WHAT IS NEEDED: Retype the data in its entirety, with no word changed.

[Collected data]
================================

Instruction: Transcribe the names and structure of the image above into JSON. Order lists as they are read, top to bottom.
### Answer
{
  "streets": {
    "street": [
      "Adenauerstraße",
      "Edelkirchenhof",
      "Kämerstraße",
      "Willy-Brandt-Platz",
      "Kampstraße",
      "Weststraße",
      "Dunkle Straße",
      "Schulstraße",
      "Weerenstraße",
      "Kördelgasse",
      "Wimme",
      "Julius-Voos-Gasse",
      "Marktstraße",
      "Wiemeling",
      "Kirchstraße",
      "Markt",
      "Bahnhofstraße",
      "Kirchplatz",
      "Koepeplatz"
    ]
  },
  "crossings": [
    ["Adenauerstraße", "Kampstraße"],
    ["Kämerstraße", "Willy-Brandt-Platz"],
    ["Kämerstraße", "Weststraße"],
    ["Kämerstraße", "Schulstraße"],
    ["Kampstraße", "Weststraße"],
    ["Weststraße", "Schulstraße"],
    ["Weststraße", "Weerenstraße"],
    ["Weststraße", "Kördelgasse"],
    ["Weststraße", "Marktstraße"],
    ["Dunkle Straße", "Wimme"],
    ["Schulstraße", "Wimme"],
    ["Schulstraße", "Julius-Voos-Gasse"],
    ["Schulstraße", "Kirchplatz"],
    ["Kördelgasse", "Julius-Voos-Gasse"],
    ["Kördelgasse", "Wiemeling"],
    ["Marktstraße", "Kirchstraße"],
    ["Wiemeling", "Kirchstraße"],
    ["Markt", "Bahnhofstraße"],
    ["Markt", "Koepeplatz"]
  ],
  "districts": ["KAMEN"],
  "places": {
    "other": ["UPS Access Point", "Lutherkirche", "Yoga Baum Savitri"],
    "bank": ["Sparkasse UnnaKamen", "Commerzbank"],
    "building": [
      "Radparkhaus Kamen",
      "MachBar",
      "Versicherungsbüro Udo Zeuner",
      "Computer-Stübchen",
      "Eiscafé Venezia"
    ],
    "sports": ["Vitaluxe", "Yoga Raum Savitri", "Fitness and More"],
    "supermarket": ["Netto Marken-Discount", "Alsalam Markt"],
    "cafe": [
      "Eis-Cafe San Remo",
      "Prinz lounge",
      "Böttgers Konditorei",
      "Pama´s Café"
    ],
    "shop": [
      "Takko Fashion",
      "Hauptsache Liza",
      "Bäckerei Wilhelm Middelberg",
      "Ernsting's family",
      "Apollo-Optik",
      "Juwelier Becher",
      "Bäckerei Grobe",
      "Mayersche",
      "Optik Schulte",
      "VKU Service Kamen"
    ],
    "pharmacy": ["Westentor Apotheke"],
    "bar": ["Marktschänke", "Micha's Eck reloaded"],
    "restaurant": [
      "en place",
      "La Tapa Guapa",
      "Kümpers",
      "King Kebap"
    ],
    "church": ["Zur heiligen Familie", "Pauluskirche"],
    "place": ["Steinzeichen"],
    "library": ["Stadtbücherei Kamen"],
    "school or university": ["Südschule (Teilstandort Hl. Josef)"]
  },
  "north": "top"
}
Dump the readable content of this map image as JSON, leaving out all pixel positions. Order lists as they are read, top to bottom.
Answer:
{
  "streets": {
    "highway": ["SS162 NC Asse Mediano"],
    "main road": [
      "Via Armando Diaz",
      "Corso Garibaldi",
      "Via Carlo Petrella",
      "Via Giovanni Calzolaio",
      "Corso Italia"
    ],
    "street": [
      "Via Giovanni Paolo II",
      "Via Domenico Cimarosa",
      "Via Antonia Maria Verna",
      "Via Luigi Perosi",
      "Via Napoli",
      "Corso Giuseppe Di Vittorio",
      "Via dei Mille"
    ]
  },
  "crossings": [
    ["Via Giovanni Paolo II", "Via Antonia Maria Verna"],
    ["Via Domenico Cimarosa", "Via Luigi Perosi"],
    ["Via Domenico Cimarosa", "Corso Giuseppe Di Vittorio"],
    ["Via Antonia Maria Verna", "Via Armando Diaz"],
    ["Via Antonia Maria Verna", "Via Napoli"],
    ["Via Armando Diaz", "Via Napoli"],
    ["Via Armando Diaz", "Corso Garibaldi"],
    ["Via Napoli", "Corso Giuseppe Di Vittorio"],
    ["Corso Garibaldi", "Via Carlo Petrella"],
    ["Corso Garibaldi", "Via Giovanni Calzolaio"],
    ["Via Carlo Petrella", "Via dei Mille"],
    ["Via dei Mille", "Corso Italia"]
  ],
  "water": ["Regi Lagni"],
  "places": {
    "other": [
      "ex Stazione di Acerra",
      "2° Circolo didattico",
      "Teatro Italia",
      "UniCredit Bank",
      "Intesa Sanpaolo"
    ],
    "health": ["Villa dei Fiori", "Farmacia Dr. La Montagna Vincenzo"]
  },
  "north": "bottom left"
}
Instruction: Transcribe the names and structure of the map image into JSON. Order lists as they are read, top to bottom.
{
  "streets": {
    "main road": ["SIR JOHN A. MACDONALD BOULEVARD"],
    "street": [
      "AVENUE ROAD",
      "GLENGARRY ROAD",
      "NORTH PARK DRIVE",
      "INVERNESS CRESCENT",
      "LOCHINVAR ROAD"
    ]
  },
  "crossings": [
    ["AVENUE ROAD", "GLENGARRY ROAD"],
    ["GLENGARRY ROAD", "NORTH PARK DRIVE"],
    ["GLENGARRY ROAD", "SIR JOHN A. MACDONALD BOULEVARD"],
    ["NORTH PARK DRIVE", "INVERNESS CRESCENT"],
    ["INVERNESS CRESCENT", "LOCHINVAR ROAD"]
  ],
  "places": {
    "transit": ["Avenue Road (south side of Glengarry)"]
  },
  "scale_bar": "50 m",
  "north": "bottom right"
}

================================

OUTPUT FOR THIS TASK:
Instruction: Transcribe the names and structure of the image above into JSON. Order lists as they are read, top to bottom.
### Answer
{
  "streets": {
    "street": [
      "Adenauerstraße",
      "Edelkirchenhof",
      "Kämerstraße",
      "Willy-Brandt-Platz",
      "Kampstraße",
      "Weststraße",
      "Dunkle Straße",
      "Schulstraße",
      "Weerenstraße",
      "Kördelgasse",
      "Wimme",
      "Julius-Voos-Gasse",
      "Marktstraße",
      "Wiemeling",
      "Kirchstraße",
      "Markt",
      "Bahnhofstraße",
      "Kirchplatz",
      "Koepeplatz"
    ]
  },
  "crossings": [
    ["Adenauerstraße", "Kampstraße"],
    ["Kämerstraße", "Willy-Brandt-Platz"],
    ["Kämerstraße", "Weststraße"],
    ["Kämerstraße", "Schulstraße"],
    ["Kampstraße", "Weststraße"],
    ["Weststraße", "Schulstraße"],
    ["Weststraße", "Weerenstraße"],
    ["Weststraße", "Kördelgasse"],
    ["Weststraße", "Marktstraße"],
    ["Dunkle Straße", "Wimme"],
    ["Schulstraße", "Wimme"],
    ["Schulstraße", "Julius-Voos-Gasse"],
    ["Schulstraße", "Kirchplatz"],
    ["Kördelgasse", "Julius-Voos-Gasse"],
    ["Kördelgasse", "Wiemeling"],
    ["Marktstraße", "Kirchstraße"],
    ["Wiemeling", "Kirchstraße"],
    ["Markt", "Bahnhofstraße"],
    ["Markt", "Koepeplatz"]
  ],
  "districts": ["KAMEN"],
  "places": {
    "other": ["UPS Access Point", "Lutherkirche", "Yoga Baum Savitri"],
    "bank": ["Sparkasse UnnaKamen", "Commerzbank"],
    "building": [
      "Radparkhaus Kamen",
      "MachBar",
      "Versicherungsbüro Udo Zeuner",
      "Computer-Stübchen",
      "Eiscafé Venezia"
    ],
    "sports": ["Vitaluxe", "Yoga Raum Savitri", "Fitness and More"],
    "supermarket": ["Netto Marken-Discount", "Alsalam Markt"],
    "cafe": [
      "Eis-Cafe San Remo",
      "Prinz lounge",
      "Böttgers Konditorei",
      "Pama´s Café"
    ],
    "shop": [
      "Takko Fashion",
      "Hauptsache Liza",
      "Bäckerei Wilhelm Middelberg",
      "Ernsting's family",
      "Apollo-Optik",
      "Juwelier Becher",
      "Bäckerei Grobe",
      "Mayersche",
      "Optik Schulte",
      "VKU Service Kamen"
    ],
    "pharmacy": ["Westentor Apotheke"],
    "bar": ["Marktschänke", "Micha's Eck reloaded"],
    "restaurant": [
      "en place",
      "La Tapa Guapa",
      "Kümpers",
      "King Kebap"
    ],
    "church": ["Zur heiligen Familie", "Pauluskirche"],
    "place": ["Steinzeichen"],
    "library": ["Stadtbücherei Kamen"],
    "school or university": ["Südschule (Teilstandort Hl. Josef)"]
  },
  "north": "top"
}
Dump the readable content of this map image as JSON, leaving out all pixel positions. Order lists as they are read, top to bottom.
Answer:
{
  "streets": {
    "highway": ["SS162 NC Asse Mediano"],
    "main road": [
      "Via Armando Diaz",
      "Corso Garibaldi",
      "Via Carlo Petrella",
      "Via Giovanni Calzolaio",
      "Corso Italia"
    ],
    "street": [
      "Via Giovanni Paolo II",
      "Via Domenico Cimarosa",
      "Via Antonia Maria Verna",
      "Via Luigi Perosi",
      "Via Napoli",
      "Corso Giuseppe Di Vittorio",
      "Via dei Mille"
    ]
  },
  "crossings": [
    ["Via Giovanni Paolo II", "Via Antonia Maria Verna"],
    ["Via Domenico Cimarosa", "Via Luigi Perosi"],
    ["Via Domenico Cimarosa", "Corso Giuseppe Di Vittorio"],
    ["Via Antonia Maria Verna", "Via Armando Diaz"],
    ["Via Antonia Maria Verna", "Via Napoli"],
    ["Via Armando Diaz", "Via Napoli"],
    ["Via Armando Diaz", "Corso Garibaldi"],
    ["Via Napoli", "Corso Giuseppe Di Vittorio"],
    ["Corso Garibaldi", "Via Carlo Petrella"],
    ["Corso Garibaldi", "Via Giovanni Calzolaio"],
    ["Via Carlo Petrella", "Via dei Mille"],
    ["Via dei Mille", "Corso Italia"]
  ],
  "water": ["Regi Lagni"],
  "places": {
    "other": [
      "ex Stazione di Acerra",
      "2° Circolo didattico",
      "Teatro Italia",
      "UniCredit Bank",
      "Intesa Sanpaolo"
    ],
    "health": ["Villa dei Fiori", "Farmacia Dr. La Montagna Vincenzo"]
  },
  "north": "bottom left"
}
Instruction: Transcribe the names and structure of the map image into JSON. Order lists as they are read, top to bottom.
{
  "streets": {
    "main road": ["SIR JOHN A. MACDONALD BOULEVARD"],
    "street": [
      "AVENUE ROAD",
      "GLENGARRY ROAD",
      "NORTH PARK DRIVE",
      "INVERNESS CRESCENT",
      "LOCHINVAR ROAD"
    ]
  },
  "crossings": [
    ["AVENUE ROAD", "GLENGARRY ROAD"],
    ["GLENGARRY ROAD", "NORTH PARK DRIVE"],
    ["GLENGARRY ROAD", "SIR JOHN A. MACDONALD BOULEVARD"],
    ["NORTH PARK DRIVE", "INVERNESS CRESCENT"],
    ["INVERNESS CRESCENT", "LOCHINVAR ROAD"]
  ],
  "places": {
    "transit": ["Avenue Road (south side of Glengarry)"]
  },
  "scale_bar": "50 m",
  "north": "bottom right"
}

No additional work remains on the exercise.